**REQUIRED ACTION**
Give the records again exactly. Pictures do not belong in the copy.

(Records from a dataset)
______________________________
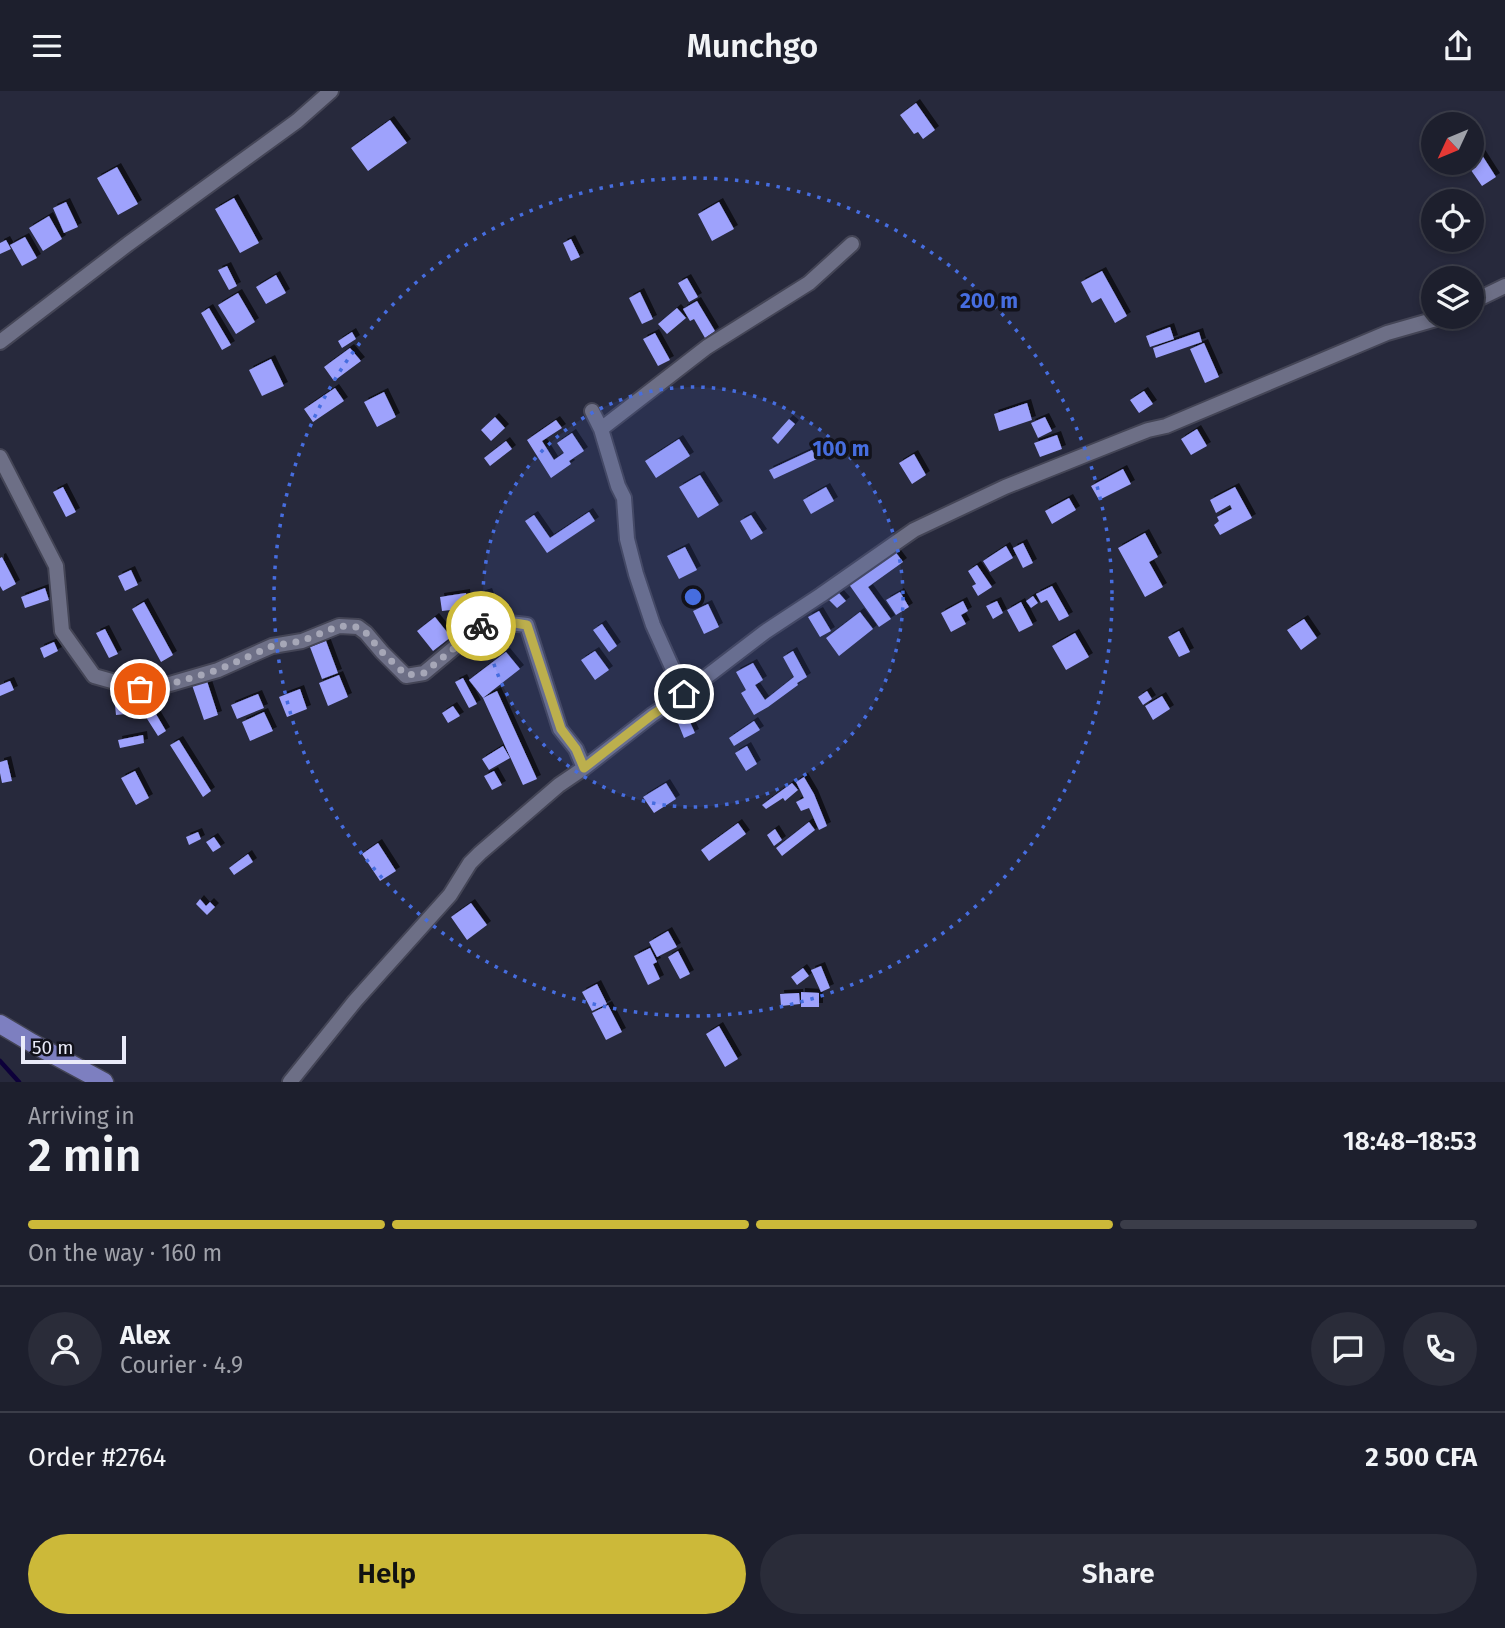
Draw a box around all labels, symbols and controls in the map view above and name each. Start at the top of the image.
icon: menu [28,27,66,65]
text: Munchgo [687,27,818,65]
icon: share [1439,27,1477,65]
north arrow [1421,112,1484,175]
map controls [1421,112,1484,329]
button: locate [1421,189,1484,252]
button: layers [1421,266,1484,329]
text: 200 m [960,288,1018,314]
text: 100 m [812,436,870,462]
centre of rings [681,585,705,609]
courier [446,591,516,661]
icon: bike [462,607,500,645]
pin [110,659,170,719]
pin [654,664,714,724]
icon: bag [121,670,159,708]
icon: home [665,675,703,713]
scale bar [21,1033,126,1065]
text: 50 m [32,1036,73,1059]
text: Arriving in [28,1102,135,1130]
text: 18:48–18:53 [1343,1126,1477,1157]
text: 2 min [28,1128,141,1183]
text: On the way · 160 m [28,1239,222,1267]
button: person [28,1312,102,1386]
button: chat [1311,1312,1385,1386]
button: phone [1403,1312,1477,1386]
text: Alex [120,1320,170,1351]
text: Courier · 4.9 [120,1351,243,1379]
text: Order #2764 [28,1442,166,1473]
text: 2 500 CFA [1365,1442,1477,1473]
button: Help [28,1534,746,1614]
button: Share [760,1534,1477,1614]

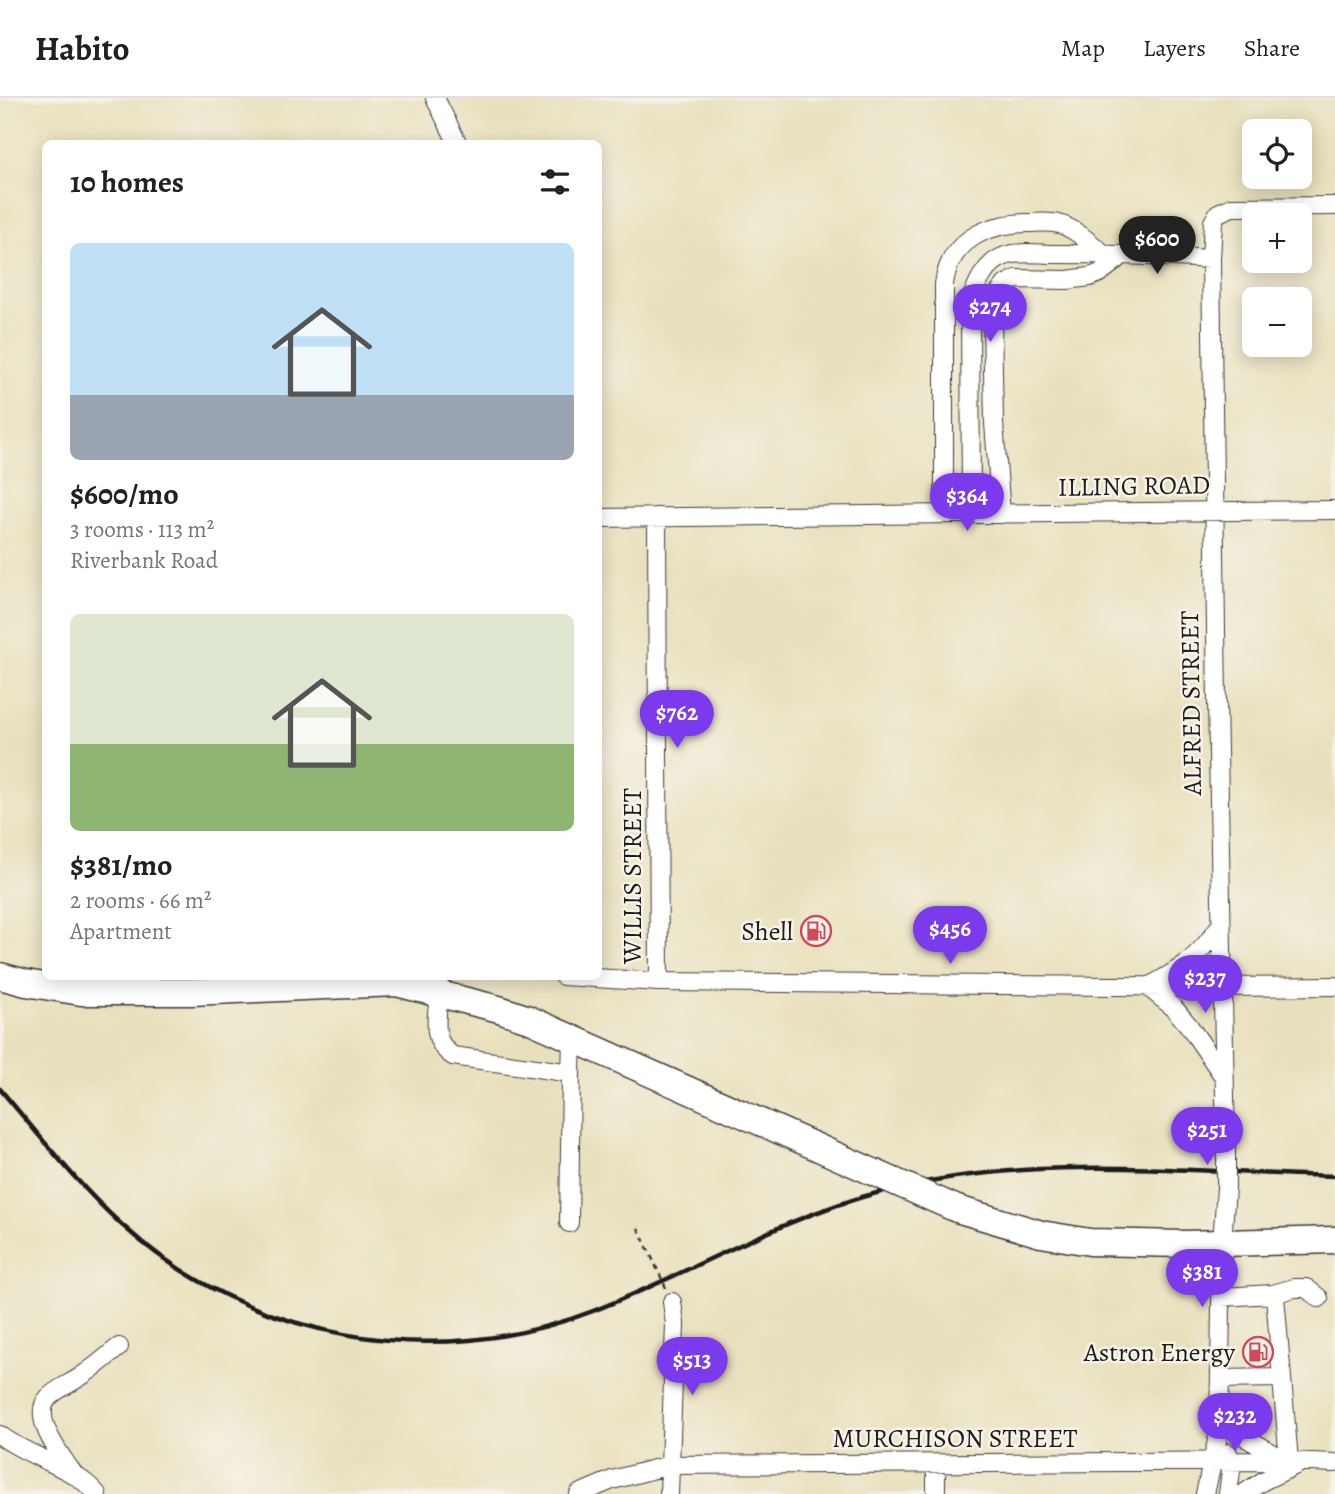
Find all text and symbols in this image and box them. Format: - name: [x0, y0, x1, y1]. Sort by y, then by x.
- text: Habito: [35, 26, 130, 71]
- text: Map: [1061, 32, 1105, 64]
- text: Layers: [1143, 32, 1206, 64]
- text: Share: [1244, 32, 1300, 64]
- map controls: [1242, 119, 1312, 357]
- button: locate: [1242, 119, 1312, 189]
- text: 10 homes: [70, 162, 184, 202]
- icon: filters: [536, 163, 574, 201]
- button: +: [1242, 203, 1312, 273]
- pin: $600: [1116, 216, 1198, 276]
- text: $600: [1135, 223, 1179, 254]
- pin: $274: [949, 285, 1031, 344]
- button: −: [1242, 287, 1312, 357]
- icon: home: [259, 289, 385, 415]
- text: $274: [969, 291, 1011, 322]
- street label: ILLING ROAD: [1058, 467, 1210, 505]
- text: $600/mo: [70, 474, 179, 514]
- pin: $364: [926, 474, 1008, 533]
- text: $364: [946, 480, 988, 511]
- text: 3 rooms · 113 m²: [70, 514, 214, 545]
- text: Riverbank Road: [70, 545, 218, 576]
- street label: ALFRED STREET: [1172, 610, 1210, 797]
- icon: home: [259, 660, 385, 786]
- pin: $762: [636, 690, 718, 750]
- text: $762: [656, 697, 698, 728]
- street label: WILLIS STREET: [615, 788, 650, 965]
- text: $381/mo: [70, 845, 173, 885]
- text: 2 rooms · 66 m²: [70, 885, 212, 916]
- pin: $456: [909, 906, 991, 966]
- text: $456: [929, 913, 971, 944]
- place label: Shell: [741, 914, 793, 949]
- fuel station icon: Shell: [799, 914, 833, 948]
- text: Apartment: [70, 916, 172, 947]
- pin: $237: [1164, 956, 1246, 1015]
- text: $237: [1184, 962, 1226, 993]
- pin: $251: [1166, 1108, 1248, 1167]
- text: $251: [1187, 1114, 1227, 1145]
- pin: $381: [1161, 1250, 1243, 1309]
- text: $381: [1182, 1256, 1222, 1287]
- place label: Astron Energy: [1083, 1335, 1235, 1370]
- fuel station icon: Astron Energy: [1241, 1335, 1275, 1369]
- pin: $513: [651, 1338, 733, 1397]
- text: $513: [673, 1344, 711, 1375]
- pin: $232: [1194, 1394, 1276, 1453]
- text: $232: [1214, 1400, 1256, 1431]
- street label: MURCHISON STREET: [832, 1421, 1078, 1456]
______________________________
**EXERCISE OUTPUT**
Draw a box around all labels, symbols and controls in the map view above and name each. Start at the top of the image.
icon: menu [28,27,66,65]
text: Munchgo [687,27,818,65]
icon: share [1439,27,1477,65]
north arrow [1421,112,1484,175]
map controls [1421,112,1484,329]
button: locate [1421,189,1484,252]
button: layers [1421,266,1484,329]
text: 200 m [960,288,1018,314]
text: 100 m [812,436,870,462]
centre of rings [681,585,705,609]
courier [446,591,516,661]
icon: bike [462,607,500,645]
pin [110,659,170,719]
pin [654,664,714,724]
icon: bag [121,670,159,708]
icon: home [665,675,703,713]
scale bar [21,1033,126,1065]
text: 50 m [32,1036,73,1059]
text: Arriving in [28,1102,135,1130]
text: 18:48–18:53 [1343,1126,1477,1157]
text: 2 min [28,1128,141,1183]
text: On the way · 160 m [28,1239,222,1267]
button: person [28,1312,102,1386]
button: chat [1311,1312,1385,1386]
button: phone [1403,1312,1477,1386]
text: Alex [120,1320,170,1351]
text: Courier · 4.9 [120,1351,243,1379]
text: Order #2764 [28,1442,166,1473]
text: 2 500 CFA [1365,1442,1477,1473]
button: Help [28,1534,746,1614]
button: Share [760,1534,1477,1614]

Find all text and symbols in this image and box them. Format: - name: [x0, y0, x1, y1]. Sort by y, then by x.
- text: Habito: [35, 26, 130, 71]
- text: Map: [1061, 32, 1105, 64]
- text: Layers: [1143, 32, 1206, 64]
- text: Share: [1244, 32, 1300, 64]
- map controls: [1242, 119, 1312, 357]
- button: locate: [1242, 119, 1312, 189]
- text: 10 homes: [70, 162, 184, 202]
- icon: filters: [536, 163, 574, 201]
- button: +: [1242, 203, 1312, 273]
- pin: $600: [1116, 216, 1198, 276]
- text: $600: [1135, 223, 1179, 254]
- pin: $274: [949, 285, 1031, 344]
- button: −: [1242, 287, 1312, 357]
- icon: home: [259, 289, 385, 415]
- text: $274: [969, 291, 1011, 322]
- street label: ILLING ROAD: [1058, 467, 1210, 505]
- text: $600/mo: [70, 474, 179, 514]
- pin: $364: [926, 474, 1008, 533]
- text: $364: [946, 480, 988, 511]
- text: 3 rooms · 113 m²: [70, 514, 214, 545]
- text: Riverbank Road: [70, 545, 218, 576]
- street label: ALFRED STREET: [1172, 610, 1210, 797]
- icon: home: [259, 660, 385, 786]
- pin: $762: [636, 690, 718, 750]
- text: $762: [656, 697, 698, 728]
- street label: WILLIS STREET: [615, 788, 650, 965]
- text: $381/mo: [70, 845, 173, 885]
- text: 2 rooms · 66 m²: [70, 885, 212, 916]
- pin: $456: [909, 906, 991, 966]
- text: $456: [929, 913, 971, 944]
- place label: Shell: [741, 914, 793, 949]
- fuel station icon: Shell: [799, 914, 833, 948]
- text: Apartment: [70, 916, 172, 947]
- pin: $237: [1164, 956, 1246, 1015]
- text: $237: [1184, 962, 1226, 993]
- pin: $251: [1166, 1108, 1248, 1167]
- text: $251: [1187, 1114, 1227, 1145]
- pin: $381: [1161, 1250, 1243, 1309]
- text: $381: [1182, 1256, 1222, 1287]
- place label: Astron Energy: [1083, 1335, 1235, 1370]
- fuel station icon: Astron Energy: [1241, 1335, 1275, 1369]
- pin: $513: [651, 1338, 733, 1397]
- text: $513: [673, 1344, 711, 1375]
- pin: $232: [1194, 1394, 1276, 1453]
- text: $232: [1214, 1400, 1256, 1431]
- street label: MURCHISON STREET: [832, 1421, 1078, 1456]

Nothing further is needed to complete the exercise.